Query and view open alerts

After creating alert rules in your Google Distributed Cloud (GDC) air-gapped appliance project, you can query and view alerts on dashboards from the user interface (UI) of the project's system monitoring instance or query alerts from the GDC Observability HTTP API.

Query and view alerts on dashboards

You can view alerts on dashboards from the system monitoring instance of the platform-obs project.

The system monitoring instance includes project-level metrics, logs, and alerts to perform monitoring processes such as network monitoring and server monitoring.

Before you begin

Before querying and viewing alerts on dashboards, you must obtain access to the system monitoring instance. For more information, see Get access to dashboards.

To sign in and visualize alerts, ask your Project IAM Admin to grant you the Project Grafana Viewer (project-grafana-viewer) role.

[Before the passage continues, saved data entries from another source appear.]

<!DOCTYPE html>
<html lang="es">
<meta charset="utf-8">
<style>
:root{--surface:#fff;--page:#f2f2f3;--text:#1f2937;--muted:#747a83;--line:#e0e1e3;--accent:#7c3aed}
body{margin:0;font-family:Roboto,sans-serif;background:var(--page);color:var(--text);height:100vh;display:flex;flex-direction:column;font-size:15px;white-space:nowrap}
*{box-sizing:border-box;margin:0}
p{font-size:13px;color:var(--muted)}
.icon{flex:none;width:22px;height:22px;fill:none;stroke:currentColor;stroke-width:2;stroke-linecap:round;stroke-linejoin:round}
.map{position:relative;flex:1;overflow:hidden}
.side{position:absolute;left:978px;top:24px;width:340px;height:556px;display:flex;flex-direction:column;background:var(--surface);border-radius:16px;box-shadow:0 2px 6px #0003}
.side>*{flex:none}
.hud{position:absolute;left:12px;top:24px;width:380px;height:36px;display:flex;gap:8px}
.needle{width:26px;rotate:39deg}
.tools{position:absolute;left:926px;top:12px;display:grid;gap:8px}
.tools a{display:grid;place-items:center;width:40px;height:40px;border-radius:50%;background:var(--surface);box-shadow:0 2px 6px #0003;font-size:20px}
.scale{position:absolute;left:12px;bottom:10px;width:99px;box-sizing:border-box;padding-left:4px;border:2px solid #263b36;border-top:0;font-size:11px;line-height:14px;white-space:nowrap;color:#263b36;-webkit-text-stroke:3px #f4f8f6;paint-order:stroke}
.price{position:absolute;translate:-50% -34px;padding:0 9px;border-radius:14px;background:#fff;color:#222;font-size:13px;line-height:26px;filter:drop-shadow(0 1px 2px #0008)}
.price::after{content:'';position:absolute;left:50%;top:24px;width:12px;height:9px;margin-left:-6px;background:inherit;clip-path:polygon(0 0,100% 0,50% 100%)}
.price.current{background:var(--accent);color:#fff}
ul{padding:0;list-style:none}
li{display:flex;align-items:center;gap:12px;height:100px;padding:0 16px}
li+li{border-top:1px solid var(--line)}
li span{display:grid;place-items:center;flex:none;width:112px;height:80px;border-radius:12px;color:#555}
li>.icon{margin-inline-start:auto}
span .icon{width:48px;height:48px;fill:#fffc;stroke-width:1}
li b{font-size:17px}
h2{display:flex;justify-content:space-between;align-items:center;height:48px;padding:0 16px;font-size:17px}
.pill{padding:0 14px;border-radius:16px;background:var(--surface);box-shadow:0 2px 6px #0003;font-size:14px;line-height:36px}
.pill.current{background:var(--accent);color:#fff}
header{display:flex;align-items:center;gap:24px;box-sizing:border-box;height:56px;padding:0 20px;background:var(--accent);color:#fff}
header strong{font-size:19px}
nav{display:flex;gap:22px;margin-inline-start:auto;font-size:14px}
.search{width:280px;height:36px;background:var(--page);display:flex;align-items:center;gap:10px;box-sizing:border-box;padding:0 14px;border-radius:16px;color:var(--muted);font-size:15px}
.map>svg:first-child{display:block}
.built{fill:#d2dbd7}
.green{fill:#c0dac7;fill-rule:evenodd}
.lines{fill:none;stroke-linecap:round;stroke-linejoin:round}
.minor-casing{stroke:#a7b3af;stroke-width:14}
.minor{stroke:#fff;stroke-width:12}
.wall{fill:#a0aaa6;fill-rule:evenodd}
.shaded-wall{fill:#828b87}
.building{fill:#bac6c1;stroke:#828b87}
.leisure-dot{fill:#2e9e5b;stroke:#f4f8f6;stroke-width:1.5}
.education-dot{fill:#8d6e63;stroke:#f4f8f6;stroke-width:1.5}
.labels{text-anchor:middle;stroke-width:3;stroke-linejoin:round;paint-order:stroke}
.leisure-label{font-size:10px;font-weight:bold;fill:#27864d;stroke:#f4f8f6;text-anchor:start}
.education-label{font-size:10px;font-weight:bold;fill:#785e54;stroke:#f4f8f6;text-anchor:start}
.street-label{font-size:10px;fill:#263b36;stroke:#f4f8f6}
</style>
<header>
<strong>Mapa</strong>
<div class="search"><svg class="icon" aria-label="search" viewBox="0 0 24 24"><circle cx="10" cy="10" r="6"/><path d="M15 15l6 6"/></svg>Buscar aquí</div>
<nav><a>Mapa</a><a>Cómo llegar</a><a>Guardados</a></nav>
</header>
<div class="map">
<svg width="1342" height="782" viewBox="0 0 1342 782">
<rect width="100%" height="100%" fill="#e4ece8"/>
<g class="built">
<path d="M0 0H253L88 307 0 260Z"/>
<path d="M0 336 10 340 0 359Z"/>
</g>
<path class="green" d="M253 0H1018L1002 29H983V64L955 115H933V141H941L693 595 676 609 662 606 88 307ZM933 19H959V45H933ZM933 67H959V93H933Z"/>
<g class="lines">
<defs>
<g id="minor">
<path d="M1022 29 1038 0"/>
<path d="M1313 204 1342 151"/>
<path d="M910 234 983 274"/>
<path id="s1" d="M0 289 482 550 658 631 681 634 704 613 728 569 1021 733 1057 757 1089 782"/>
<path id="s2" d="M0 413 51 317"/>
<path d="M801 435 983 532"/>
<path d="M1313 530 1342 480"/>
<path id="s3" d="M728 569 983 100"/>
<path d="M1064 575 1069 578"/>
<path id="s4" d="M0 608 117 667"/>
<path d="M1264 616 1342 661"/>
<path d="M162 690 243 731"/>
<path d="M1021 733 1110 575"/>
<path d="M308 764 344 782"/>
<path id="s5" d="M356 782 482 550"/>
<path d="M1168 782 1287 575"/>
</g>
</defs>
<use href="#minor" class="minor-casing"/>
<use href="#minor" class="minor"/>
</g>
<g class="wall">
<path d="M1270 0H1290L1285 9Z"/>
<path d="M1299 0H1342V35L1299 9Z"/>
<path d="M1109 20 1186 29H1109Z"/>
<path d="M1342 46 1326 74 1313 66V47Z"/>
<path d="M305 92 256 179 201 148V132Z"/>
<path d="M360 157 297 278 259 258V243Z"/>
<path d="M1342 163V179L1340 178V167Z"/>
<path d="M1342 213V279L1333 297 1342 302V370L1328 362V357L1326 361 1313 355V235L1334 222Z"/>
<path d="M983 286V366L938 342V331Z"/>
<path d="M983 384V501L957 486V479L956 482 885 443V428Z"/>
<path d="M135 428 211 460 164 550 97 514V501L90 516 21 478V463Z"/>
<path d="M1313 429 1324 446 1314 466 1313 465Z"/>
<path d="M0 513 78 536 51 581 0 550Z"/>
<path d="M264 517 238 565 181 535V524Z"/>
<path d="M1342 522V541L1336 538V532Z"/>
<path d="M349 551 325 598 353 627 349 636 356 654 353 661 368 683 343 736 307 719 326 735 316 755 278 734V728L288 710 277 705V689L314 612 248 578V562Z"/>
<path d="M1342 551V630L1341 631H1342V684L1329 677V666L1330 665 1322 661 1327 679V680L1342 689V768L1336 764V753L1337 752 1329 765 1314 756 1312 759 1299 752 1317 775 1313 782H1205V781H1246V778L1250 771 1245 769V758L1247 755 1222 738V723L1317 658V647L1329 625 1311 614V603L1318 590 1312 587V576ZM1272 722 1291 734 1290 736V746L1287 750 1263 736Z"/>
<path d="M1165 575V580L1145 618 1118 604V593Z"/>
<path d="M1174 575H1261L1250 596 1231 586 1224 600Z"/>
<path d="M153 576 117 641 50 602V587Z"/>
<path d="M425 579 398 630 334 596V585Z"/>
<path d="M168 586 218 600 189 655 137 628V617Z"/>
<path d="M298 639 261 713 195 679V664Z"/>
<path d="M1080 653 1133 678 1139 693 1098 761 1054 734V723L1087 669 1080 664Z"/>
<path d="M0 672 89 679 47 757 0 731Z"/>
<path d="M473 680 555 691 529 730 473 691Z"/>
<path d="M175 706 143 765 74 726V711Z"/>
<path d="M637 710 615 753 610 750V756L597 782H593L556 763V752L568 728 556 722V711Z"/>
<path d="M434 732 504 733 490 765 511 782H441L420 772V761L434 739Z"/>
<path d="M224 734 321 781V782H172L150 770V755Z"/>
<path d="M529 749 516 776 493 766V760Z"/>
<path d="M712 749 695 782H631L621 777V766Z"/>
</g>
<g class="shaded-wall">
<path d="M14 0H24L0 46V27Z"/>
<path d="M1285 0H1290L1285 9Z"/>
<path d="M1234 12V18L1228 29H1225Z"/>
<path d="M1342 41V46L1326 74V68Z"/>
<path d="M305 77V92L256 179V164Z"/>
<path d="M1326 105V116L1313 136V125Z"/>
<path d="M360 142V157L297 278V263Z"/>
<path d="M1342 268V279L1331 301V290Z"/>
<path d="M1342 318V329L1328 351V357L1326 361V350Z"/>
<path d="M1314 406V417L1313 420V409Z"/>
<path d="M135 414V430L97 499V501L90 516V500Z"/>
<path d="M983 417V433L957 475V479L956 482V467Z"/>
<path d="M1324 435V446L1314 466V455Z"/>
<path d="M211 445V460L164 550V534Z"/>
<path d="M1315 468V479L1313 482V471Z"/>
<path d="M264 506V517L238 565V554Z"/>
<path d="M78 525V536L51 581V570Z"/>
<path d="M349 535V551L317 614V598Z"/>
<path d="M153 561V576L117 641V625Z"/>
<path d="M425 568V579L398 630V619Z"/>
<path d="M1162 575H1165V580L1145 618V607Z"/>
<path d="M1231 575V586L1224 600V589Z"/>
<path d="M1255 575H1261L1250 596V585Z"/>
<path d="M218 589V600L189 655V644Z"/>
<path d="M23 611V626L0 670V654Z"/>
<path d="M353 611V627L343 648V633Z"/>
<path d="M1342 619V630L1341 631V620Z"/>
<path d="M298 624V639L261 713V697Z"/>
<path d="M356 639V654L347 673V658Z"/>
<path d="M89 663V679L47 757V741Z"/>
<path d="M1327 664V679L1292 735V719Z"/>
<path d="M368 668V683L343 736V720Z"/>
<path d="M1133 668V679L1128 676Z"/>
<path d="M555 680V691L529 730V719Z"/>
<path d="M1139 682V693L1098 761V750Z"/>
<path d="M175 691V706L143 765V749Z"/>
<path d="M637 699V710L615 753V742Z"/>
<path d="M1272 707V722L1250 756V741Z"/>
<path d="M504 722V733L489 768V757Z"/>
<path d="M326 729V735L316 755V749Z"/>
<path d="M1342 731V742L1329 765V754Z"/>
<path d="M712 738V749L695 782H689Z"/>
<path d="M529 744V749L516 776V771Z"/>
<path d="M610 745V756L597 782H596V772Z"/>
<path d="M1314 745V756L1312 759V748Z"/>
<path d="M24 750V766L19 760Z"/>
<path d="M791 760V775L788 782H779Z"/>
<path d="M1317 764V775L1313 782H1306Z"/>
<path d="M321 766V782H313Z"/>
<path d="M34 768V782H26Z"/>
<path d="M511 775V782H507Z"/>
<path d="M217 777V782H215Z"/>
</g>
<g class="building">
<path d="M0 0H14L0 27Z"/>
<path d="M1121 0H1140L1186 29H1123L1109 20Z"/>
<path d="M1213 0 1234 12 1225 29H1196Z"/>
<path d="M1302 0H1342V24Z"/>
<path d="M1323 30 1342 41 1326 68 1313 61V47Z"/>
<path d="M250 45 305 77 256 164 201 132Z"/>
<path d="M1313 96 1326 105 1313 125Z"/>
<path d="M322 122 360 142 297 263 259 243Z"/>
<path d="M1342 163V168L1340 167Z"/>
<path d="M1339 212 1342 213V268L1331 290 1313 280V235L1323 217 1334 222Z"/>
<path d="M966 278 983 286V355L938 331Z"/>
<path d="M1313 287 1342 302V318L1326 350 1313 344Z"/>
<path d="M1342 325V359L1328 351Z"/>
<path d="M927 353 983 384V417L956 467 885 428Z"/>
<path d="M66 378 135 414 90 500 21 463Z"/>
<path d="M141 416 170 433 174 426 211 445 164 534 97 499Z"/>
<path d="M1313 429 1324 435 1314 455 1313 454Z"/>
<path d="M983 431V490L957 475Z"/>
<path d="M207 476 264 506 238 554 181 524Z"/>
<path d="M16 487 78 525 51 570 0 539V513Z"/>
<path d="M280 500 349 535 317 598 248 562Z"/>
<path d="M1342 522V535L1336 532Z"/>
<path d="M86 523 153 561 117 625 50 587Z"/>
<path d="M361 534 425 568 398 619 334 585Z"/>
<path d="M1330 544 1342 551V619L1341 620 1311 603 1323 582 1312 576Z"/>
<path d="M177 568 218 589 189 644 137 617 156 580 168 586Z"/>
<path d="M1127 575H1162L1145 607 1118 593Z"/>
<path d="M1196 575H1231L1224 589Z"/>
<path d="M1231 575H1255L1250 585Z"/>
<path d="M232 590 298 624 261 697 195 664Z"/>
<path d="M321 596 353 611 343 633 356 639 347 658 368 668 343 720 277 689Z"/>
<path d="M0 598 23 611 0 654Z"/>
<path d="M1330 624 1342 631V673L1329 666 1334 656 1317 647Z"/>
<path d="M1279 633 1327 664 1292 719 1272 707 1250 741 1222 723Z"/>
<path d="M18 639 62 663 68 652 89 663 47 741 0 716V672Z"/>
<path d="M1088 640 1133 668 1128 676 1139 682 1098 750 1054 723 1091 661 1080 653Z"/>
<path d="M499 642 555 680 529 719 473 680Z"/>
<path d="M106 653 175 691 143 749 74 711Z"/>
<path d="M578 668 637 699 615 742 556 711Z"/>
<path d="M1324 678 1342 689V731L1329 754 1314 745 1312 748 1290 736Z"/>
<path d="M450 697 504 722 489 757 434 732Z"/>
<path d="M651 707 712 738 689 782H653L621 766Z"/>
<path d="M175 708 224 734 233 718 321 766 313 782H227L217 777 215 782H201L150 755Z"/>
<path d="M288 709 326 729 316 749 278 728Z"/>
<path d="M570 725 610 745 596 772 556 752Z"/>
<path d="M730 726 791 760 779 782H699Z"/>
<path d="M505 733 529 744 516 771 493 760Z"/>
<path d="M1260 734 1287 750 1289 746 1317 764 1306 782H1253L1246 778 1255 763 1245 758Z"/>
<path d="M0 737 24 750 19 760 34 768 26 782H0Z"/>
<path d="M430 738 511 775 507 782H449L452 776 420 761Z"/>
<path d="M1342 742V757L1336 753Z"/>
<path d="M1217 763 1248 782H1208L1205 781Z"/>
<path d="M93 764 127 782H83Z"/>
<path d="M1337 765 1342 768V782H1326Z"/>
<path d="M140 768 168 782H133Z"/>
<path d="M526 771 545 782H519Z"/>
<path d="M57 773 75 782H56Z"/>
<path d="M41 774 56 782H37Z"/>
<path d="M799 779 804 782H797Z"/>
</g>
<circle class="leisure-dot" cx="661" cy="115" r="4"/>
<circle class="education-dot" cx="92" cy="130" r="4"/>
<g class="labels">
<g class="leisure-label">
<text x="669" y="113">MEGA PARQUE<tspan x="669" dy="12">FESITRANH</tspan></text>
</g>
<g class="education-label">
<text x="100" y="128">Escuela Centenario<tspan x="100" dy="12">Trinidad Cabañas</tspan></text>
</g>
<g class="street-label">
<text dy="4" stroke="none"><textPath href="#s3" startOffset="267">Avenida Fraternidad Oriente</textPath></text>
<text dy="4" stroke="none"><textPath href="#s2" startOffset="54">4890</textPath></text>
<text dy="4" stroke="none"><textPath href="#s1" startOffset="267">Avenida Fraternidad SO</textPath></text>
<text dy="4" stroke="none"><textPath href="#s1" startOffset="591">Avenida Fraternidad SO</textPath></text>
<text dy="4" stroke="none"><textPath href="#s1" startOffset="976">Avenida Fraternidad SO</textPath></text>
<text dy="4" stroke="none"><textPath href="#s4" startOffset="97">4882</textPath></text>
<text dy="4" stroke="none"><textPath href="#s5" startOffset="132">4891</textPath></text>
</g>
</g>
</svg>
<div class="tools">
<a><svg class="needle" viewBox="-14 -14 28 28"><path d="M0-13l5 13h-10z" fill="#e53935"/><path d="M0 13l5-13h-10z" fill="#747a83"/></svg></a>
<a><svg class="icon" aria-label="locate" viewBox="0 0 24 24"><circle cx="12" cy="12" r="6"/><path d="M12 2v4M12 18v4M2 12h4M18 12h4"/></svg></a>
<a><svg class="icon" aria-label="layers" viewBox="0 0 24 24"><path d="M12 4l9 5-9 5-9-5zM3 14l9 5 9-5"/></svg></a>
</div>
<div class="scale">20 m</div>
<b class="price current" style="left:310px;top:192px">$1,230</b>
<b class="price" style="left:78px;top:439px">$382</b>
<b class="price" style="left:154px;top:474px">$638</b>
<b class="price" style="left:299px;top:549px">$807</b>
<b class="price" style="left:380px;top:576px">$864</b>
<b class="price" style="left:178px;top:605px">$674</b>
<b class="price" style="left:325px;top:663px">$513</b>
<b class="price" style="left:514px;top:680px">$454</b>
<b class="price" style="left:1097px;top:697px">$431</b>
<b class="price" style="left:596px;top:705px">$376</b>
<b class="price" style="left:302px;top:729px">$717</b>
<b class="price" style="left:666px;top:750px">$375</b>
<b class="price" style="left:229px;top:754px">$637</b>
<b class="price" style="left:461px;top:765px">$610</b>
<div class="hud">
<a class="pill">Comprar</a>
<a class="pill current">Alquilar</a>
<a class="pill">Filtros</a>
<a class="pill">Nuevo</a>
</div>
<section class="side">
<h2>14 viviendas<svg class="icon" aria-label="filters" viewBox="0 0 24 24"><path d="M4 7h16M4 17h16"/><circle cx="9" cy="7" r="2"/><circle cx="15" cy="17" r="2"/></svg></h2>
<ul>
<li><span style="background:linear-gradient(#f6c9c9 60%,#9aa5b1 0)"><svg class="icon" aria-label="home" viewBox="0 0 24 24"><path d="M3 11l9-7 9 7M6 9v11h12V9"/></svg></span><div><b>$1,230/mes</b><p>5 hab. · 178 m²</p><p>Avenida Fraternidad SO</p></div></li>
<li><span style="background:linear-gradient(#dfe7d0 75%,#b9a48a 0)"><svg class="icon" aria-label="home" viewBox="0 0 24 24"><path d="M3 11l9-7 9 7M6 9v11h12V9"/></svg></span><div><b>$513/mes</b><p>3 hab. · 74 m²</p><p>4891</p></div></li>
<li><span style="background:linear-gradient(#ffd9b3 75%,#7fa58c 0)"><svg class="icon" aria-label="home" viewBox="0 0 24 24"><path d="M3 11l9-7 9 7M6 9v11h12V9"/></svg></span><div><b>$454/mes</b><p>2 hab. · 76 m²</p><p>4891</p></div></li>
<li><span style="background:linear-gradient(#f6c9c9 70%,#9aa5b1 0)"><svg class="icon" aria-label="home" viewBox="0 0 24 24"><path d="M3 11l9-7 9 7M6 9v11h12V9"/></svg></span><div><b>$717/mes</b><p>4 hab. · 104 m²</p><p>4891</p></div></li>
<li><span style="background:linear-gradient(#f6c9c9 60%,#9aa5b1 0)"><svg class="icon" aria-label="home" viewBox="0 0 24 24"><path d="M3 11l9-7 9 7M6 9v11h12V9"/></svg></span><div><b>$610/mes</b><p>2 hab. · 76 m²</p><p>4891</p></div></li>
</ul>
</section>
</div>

This role-based access control process lets you access data visualizations safely.

System monitoring instance endpoint

For Application Operator (AO):

Open the following URL to access the endpoint of your project:

https://GDC_URL/PROJECT_NAMESPACE/grafana

Replace the following:

  • GDC_URL: The URL of your organization in GDC.
  • PROJECT_NAMESPACE: The namespace of your project.

The project's UI contains default dashboards such as the Alerts - Overview dashboard with information about alerts. Querying alerts from the UI lets you visually retrieve alerting information from your project and get an integrated view of resources for awareness and quick resolution of problems.

For Platform Admin (PA):

Open the following URL to access the endpoint of your platform-obs project:

https://GDC_URL/platform-obs/grafana

Replace GDC_URL with the URL of your organization in GDC.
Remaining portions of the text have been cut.